Actor shortages and under-representation
Ever since I began doing theatre around the age of 10, I never had any problem getting cast in shows. At the time, it made me think that the reason must be that I'm a good actor. But as I've aged and my frontal lobe has fully formed, I began to see that, while, OK, I may be alright in terms of a local community theatre production, it wasn't so much that as a couple of other uncomfortable truths.
I'm male and I'm white.
The problem with men
Anyone who does local theatre -- whether it's in high school or at your neighborhood playhouse -- knows that it's always a challenge to find men to fill out the roles. Whether you're the director, producer, or just another actor in the cast, you cross your fingers that (half decent) male actors will come out for a particular show, otherwise it might not actually happen. And a musical? Even harder to find dudes who sing (outside of their shower or car).
The problem is, many men have been raised in complete ignorance of theatre or in a culture of toxic masculinity that views theatre as effeminate. Because of that, the odds are ever in the favor of male actors having more of a chance getting a role. This truth should make us a tad uneasy, too. Maybe more than a tad.
Men were the primary playwrights for centuries, and so they wrote what they knew -- male characters in settings and situations common to them. Every woman who has done theatre has likely had to play a male character at some point in their career, and most female actors don't object to this. Sometimes, male roles are gender-swapped, adding extra depth to a character. However, it is time for women's stories -- among other groups -- to take a more prominent seat at the table; Lillian Helman, Lorraine Hansberry, Paula Vogel are some of the rich voices who helped pave the way for more modern writers like Yasmina Reza, Lauren Gunderson, Annie Baker, and Lynn Nottage.
When a theatre company is picking its season, or even individual, one-off shows, a large part of the decision-making process is knowing the pool you will have to pull from for your talent, and it's likely that a good percentage of it is women. Not only do more plays and musicals have to be written for women, but by women, too.
But the actor shortage extends further, and perhaps more disconcertingly, past sexual identification.
With few exceptions, most community theatre seasons consist of shows that, as written, feature primarily white characters and casts. I'm sure you can think of a play or musical you would love to see performed locally, but haven't, because of this very problem. (I, for one, am always hoping for a local production of Aida.)

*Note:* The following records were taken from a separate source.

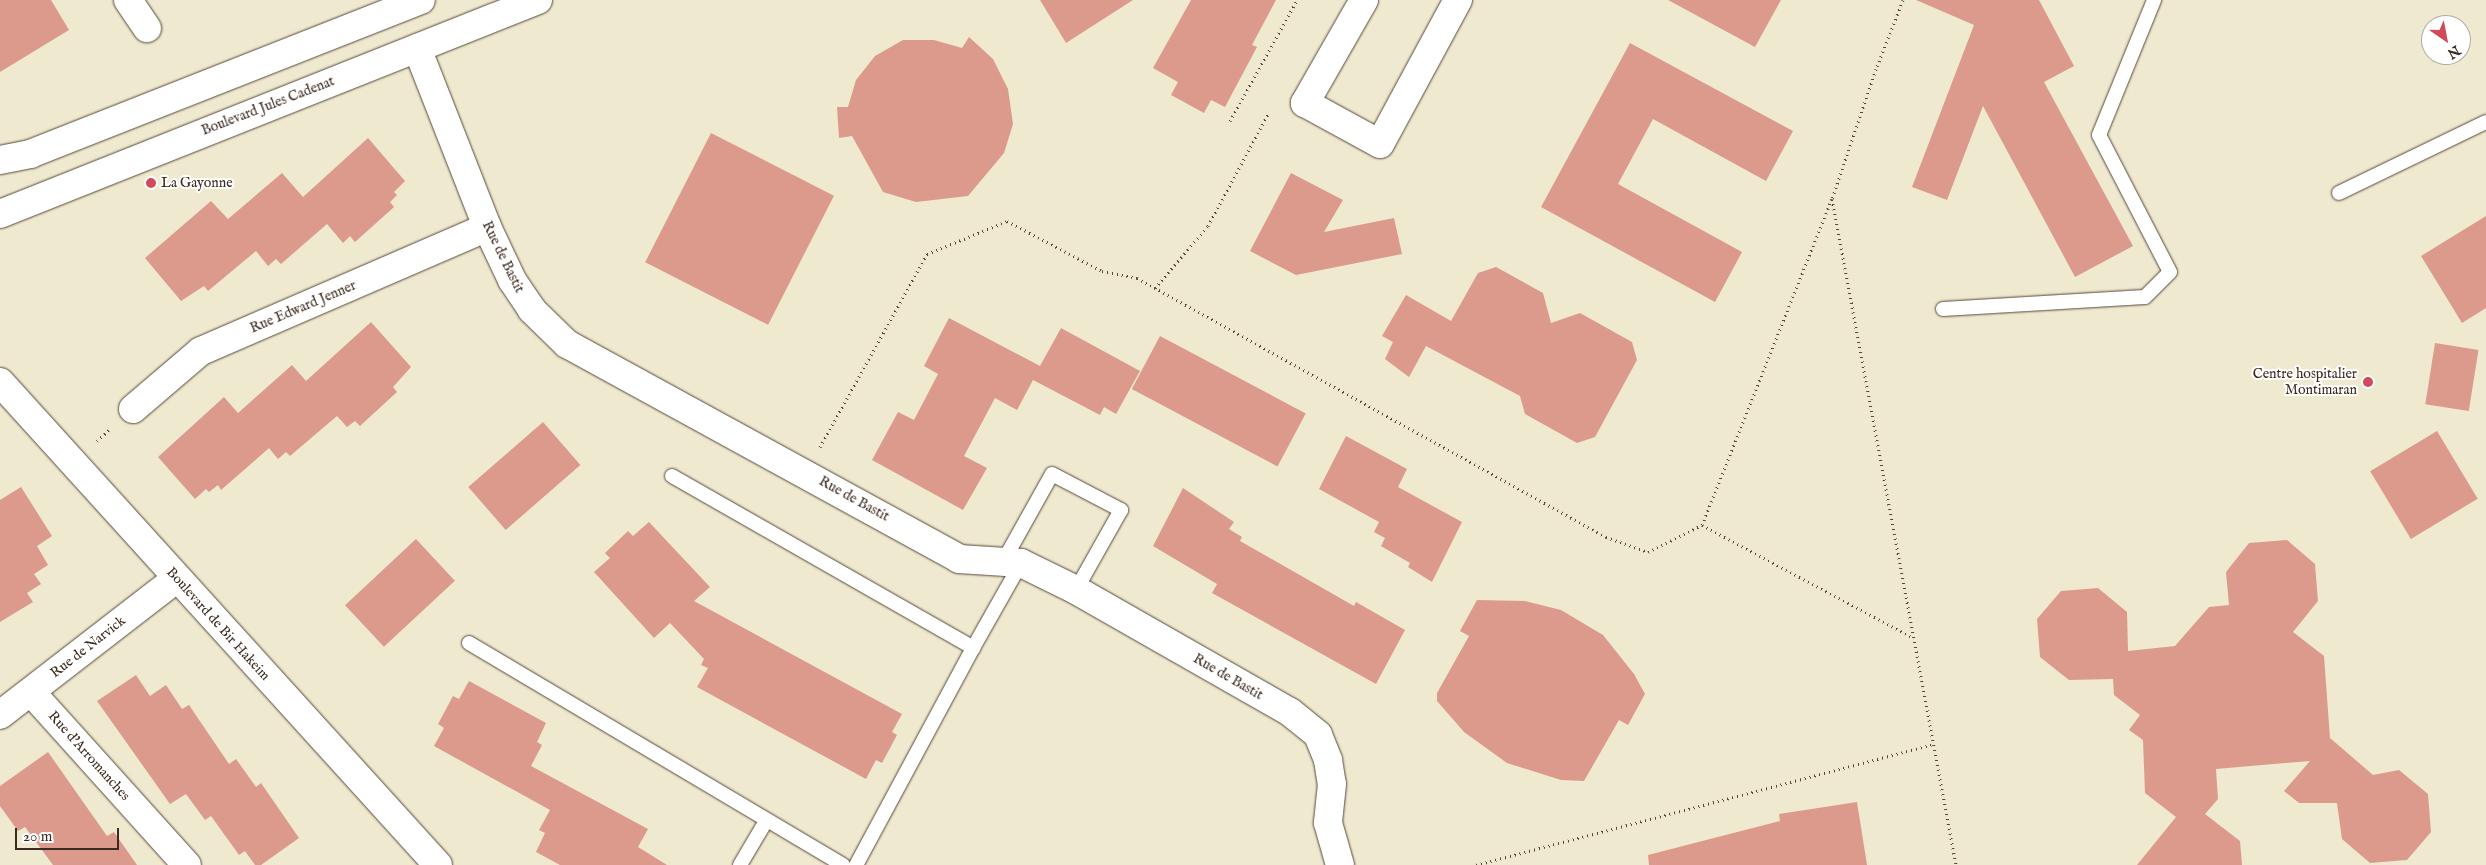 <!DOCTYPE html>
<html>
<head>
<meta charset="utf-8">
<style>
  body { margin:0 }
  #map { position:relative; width:2486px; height:865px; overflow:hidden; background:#efe9cf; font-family:"IM FELL English",serif }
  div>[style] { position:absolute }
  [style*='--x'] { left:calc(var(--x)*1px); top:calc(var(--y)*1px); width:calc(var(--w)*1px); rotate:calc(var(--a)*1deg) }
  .building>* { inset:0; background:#dc9a8d; transform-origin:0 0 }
  .path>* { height:3px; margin-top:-1.5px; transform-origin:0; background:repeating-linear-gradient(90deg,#564739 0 1px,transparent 0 5px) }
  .roads { filter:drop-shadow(0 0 1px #564739) drop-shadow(0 0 1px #564739) }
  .service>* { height:14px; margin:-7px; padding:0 7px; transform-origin:7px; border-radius:7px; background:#fff }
  .minor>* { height:28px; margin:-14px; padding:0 14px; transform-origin:14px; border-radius:14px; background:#fff }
  .tertiary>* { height:28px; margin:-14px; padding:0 14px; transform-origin:14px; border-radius:14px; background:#fff }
  .dots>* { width:14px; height:14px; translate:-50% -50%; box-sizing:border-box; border:2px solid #fff; border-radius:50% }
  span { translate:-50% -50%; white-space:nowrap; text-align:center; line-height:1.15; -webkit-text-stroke:4px #fff; paint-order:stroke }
  .street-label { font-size:14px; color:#3b2a1e }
  .poi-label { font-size:14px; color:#3b2a1e }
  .left { translate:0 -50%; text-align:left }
  .right { translate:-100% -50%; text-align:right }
  .north { position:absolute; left:2421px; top:15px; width:50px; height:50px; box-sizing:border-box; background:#fff; border:1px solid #b1aaa5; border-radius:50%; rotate:147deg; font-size:14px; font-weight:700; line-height:20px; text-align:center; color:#3b2a1e }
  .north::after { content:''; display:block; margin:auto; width:18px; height:22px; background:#d1495b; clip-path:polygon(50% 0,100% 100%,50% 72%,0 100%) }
  .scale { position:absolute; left:15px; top:828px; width:104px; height:22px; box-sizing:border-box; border:2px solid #3b2a1e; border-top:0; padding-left:6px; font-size:15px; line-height:18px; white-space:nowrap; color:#3b2a1e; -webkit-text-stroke:4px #fff; paint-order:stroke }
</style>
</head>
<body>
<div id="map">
  <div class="building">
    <i style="clip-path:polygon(0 0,51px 0,69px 30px,0 72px)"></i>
    <i style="clip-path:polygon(1040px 0,1133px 0,1066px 43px)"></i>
    <i style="clip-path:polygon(1191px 0,1276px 0,1252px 45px,1257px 47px,1225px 107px,1211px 100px,1204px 113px,1171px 95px,1178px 82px,1153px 68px)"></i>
    <i style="clip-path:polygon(1668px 0,1781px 0,1755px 47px)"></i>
    <i style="clip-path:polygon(1916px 0,2039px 0,2074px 66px,2044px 82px,2133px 246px,2075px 277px,1983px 106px,1947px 200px,1912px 187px,1974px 25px)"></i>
    <i style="clip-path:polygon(969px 37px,993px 59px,1008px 89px,1013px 124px,1004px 153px,968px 196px,916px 202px,883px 192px,852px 136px,839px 138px,837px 107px,848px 107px,856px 80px,875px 56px,903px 40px,934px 40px,962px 48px)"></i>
    <i style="clip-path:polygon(1630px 43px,1793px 131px,1766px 181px,1653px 119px,1618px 184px,1742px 252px,1715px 302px,1541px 207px)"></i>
    <i style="left:711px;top:133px;width:138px;height:145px;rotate:27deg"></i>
    <i style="clip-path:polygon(368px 138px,405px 181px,394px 192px,397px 195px,390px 202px,394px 207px,355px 242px,350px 236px,343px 243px,327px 224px,281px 264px,276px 259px,268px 266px,256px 251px,208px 291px,204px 286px,181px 301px,145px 258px,211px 201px,228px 219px,282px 173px,303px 197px)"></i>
    <i style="clip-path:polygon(1291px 173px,1343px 200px,1324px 232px,1394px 218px,1402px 254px,1296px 275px,1250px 251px)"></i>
    <i style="clip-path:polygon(2486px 216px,2486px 308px,2462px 323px,2421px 256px)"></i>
    <i style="clip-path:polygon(1496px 267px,1543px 293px,1551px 323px,1580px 313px,1632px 342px,1637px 360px,1595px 437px,1577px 443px,1525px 414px,1520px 396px,1426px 346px,1409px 377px,1385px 359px,1393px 342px,1382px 336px,1406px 295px,1451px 321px,1478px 273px)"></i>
    <i style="clip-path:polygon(949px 318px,1040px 366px,1061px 328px,1140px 371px,1116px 414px,1104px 407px,1100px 415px,1033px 380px,1017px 410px,995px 398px,964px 456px,987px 468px,963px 510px,872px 460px,898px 412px,914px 420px,938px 374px,924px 366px)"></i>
    <i style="clip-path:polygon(371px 322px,411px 367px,393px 387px,397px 392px,360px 426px,355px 421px,347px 427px,337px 416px,290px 456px,286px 452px,278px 459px,269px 448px,221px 490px,218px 485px,209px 492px,206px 489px,195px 499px,158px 457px,224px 397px,238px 413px,292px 365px,306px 381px)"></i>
    <i style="left:1160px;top:336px;width:165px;height:60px;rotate:28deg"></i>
    <i style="left:2435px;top:343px;width:44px;height:62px;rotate:9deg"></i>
    <i style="left:543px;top:422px;width:57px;height:99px;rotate:49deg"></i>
    <i style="left:2437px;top:431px;width:79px;height:78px;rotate:59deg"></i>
    <i style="clip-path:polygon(1346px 436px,1407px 469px,1398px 487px,1462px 522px,1432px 582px,1408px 567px,1410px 563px,1381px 546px,1385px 538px,1374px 532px,1379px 522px,1319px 489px)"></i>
    <i style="clip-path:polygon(21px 487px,52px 536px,37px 546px,48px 565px,34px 574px,41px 584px,27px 593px,33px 602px,0 622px,0 500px)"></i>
    <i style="clip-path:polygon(1183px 488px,1234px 522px,1229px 529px,1242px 537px,1240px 541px,1354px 606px,1356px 602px,1405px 630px,1376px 684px,1212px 593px,1217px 584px,1153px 546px)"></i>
    <i style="clip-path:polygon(649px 522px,710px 587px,694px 601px,902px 714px,892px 732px,897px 735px,882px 763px,876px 760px,866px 779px,697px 687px,708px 668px,701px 665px,704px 659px,670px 623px,654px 638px,594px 572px,610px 558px,605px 553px,628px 531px,633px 536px)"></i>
    <i style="left:416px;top:539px;width:57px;height:97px;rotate:47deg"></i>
    <i style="clip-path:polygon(2287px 540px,2315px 564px,2318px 601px,2293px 632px,2324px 656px,2330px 738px,2373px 775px,2399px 770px,2428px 794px,2431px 832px,2407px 860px,2370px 863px,2342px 839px,2337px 803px,2299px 803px,2284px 791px,2310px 761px,2216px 769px,2218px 799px,2205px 814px,2240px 841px,2242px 865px,2137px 865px,2176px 817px,2145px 793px,2143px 740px,2129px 730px,2140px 715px,2114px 695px,2113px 679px,2069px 680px,2040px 657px,2037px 619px,2061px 591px,2098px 588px,2127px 612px,2128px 651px,2175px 646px,2209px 607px,2229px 605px,2226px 572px,2249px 543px)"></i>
    <i style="clip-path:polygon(1477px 600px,1525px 601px,1561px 610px,1603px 635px,1634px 674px,1645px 694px,1628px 725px,1619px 720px,1584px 781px,1561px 780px,1507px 763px,1464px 732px,1437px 701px,1437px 693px,1469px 636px,1460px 631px)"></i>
    <i style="clip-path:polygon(136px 675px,150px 696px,166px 685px,182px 709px,189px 705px,229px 764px,236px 759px,256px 787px,261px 783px,299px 838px,261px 865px,255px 865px,245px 851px,239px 855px,211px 816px,205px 820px,186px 794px,170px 804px,97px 701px)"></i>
    <i style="clip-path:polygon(469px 681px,546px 723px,537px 742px,542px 745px,531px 766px,648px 829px,638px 847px,667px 865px,560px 865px,536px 852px,545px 833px,539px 830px,550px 810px,434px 746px,444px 728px,438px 724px,453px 696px,459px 699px)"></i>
    <i style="clip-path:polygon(48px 752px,107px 836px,114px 832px,137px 865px,53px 865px,25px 827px,18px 831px,0 806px,0 786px)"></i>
    <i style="clip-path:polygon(1857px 802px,1867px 865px,1649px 865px,1648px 855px,1780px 821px,1779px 814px)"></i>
  </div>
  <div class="path">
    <i style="--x:1903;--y:0;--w:74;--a:111.4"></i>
    <i style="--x:1876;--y:69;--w:137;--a:108.7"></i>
    <i style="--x:1832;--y:199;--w:677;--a:79.45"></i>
    <i style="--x:1230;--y:121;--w:138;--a:-61"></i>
    <i style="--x:1155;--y:288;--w:82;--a:-49.5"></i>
    <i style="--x:1208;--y:226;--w:129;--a:-61.8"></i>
    <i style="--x:97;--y:441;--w:16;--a:-43"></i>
    <i style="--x:820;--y:447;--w:221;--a:-61"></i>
    <i style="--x:927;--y:254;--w:87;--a:-22.4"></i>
    <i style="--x:1007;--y:221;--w:107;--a:27.8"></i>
    <i style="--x:1102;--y:271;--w:36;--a:11"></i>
    <i style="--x:1137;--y:278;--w:536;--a:28.91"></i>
    <i style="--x:1606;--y:537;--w:45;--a:19.7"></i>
    <i style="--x:1648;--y:552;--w:60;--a:-26.6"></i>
    <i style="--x:1702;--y:525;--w:351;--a:-68.3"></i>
    <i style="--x:1702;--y:525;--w:240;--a:28.1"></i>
    <i style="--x:1476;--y:865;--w:474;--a:-14.8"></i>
  </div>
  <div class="roads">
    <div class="service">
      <i style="--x:2339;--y:193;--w:163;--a:-25.8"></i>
      <i style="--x:1943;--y:309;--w:202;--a:-3.4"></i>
      <i style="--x:2145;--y:297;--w:35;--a:-45"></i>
      <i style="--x:2170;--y:272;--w:154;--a:-117.4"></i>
      <i style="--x:2099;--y:135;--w:146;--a:-67.8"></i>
      <i style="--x:672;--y:476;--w:347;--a:29.7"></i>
      <i style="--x:973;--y:648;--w:247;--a:118.3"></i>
      <i style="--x:1004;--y:560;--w:98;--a:-60.8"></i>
      <i style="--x:1052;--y:474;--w:78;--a:27.6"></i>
      <i style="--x:1121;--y:510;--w:92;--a:119.4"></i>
      <i style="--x:469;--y:643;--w:435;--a:30.7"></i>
      <i style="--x:973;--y:648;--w:98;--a:-60.5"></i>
      <i style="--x:740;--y:865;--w:51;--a:-59.4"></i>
    </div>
    <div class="minor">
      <i style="--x:128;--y:0;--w:34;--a:56"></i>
      <i style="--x:1364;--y:0;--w:119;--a:119.8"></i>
      <i style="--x:1305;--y:103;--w:85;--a:28.7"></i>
      <i style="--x:1380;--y:144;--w:164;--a:-61.6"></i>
      <i style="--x:417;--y:48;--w:192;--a:68.6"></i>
      <i style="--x:487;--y:227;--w:59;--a:64.7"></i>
      <i style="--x:512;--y:280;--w:36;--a:56"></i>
      <i style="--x:532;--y:310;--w:49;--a:44.2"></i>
      <i style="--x:567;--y:344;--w:447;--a:28.7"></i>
      <i style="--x:959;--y:559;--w:62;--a:3.7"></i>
      <i style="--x:1021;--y:563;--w:61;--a:26.1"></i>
      <i style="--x:1076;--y:590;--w:246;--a:29.7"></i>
      <i style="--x:1290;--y:712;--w:36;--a:39"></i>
      <i style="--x:1318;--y:735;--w:27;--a:68"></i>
      <i style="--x:1328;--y:760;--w:24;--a:81"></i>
      <i style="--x:1332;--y:784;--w:39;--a:96"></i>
      <i style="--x:1328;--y:823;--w:44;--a:74.1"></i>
      <i style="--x:0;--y:382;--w:652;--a:47.8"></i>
      <i style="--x:133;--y:409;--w:89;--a:-40.5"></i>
      <i style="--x:201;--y:351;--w:312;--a:-23.4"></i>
      <i style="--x:31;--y:692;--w:233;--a:48"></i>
      <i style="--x:0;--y:715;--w:222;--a:-37.7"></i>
    </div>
    <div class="tertiary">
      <i style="--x:0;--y:160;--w:31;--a:-11"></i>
      <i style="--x:30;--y:154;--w:420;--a:-21.5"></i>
      <i style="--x:0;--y:214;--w:579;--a:-21.69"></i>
    </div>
  </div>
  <div class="dots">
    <i style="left:151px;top:183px;background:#d1495b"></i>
    <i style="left:2368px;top:382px;background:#d1495b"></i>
  </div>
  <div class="street-label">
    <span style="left:268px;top:106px;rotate:-21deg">Boulevard Jules Cadenat</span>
    <span style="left:503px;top:257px;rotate:64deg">Rue de Bastit</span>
    <span style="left:303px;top:307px;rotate:-23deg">Rue Edward Jenner</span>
    <span style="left:854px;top:499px;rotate:29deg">Rue de Bastit</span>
    <span style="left:218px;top:624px;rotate:48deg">Boulevard de Bir Hakeim</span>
    <span style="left:88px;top:647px;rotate:-38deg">Rue de Narvick</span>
    <span style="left:1228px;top:677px;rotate:30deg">Rue de Bastit</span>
    <span style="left:89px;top:756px;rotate:48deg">Rue d'Arromanches</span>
  </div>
  <div class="poi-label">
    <span class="left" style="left:161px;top:183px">La Gayonne</span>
    <span class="right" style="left:2357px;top:382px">Centre hospitalier<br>Montimaran</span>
  </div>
  <div class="north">N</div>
  <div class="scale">20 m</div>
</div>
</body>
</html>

I recall when I was in middle school in my upper-middle class suburb that we did a production of The Wiz, and I'm still ashamed about how it was whitewashed. More recently in my area, there was a theatre company that did a production of In the Heights, a show about a predominately Latinx neighborhood and their culture, yet almost everyone in the cast was white. The producers said the themes of this show (and others, like Once on this Island) are universal, but I think this color-blind approach is not the anti-racist angle the company is hoping to promote, but a form of cultural appropriation. It's perfectly fine to love a show and want to be in it, but it's another to actually do it if it's truly about a certain group that is not your own.
So what is one to do when you want to stage, say, Othello or Ragtime, but you do not have any actors of color to audition?
Thanks to virtual theatre groups like ours, as well as streaming TV services for theatrical productions, people in different parts of the country can now participate in and see a play or musical that could not be done in a local group where there is less diversity. But otherwise? The correct solution is not the one you may want to hear: Don't do that show if you can't be authentic and respectful of the culture it depicts.
My friend once wrote about how some theatre companies refer to "The List," a non-tangible roster of actors of color to "recruit" for those more diverse parts in a show. While I understand its existence and know that no harm is meant by it, it nonetheless implies a level of racism -- that theatres call on actors of color only when needed, and don't actively involve them otherwise, from acting on stage to all other aspects of a production.
A theatre company must not only think about the diversity of the cast in the shows they select, but also the inclusion of who sits on their board of directors, who comprises their member body, and who they hire as part of a production's creative team. With people of many different backgrounds -- be they gender, race, sexual identity, etc -- the possibility can increase that a theatre can do more diverse productions without it looking like it was in poor taste.
We, as theatre creators and purveyors, should not rest on the old ways of doing things. It is important, if not critical, that everyone gets their voices heard and represented. We cannot simply do Susan Glaspell's Trifles or an August Wilson play once every few seasons and say we've done our best to be inclusive. Everyone who loves theatre has to encourage each other to do better -- to give ourselves and audiences a world onstage that is both respectful and reflective of the one offstage.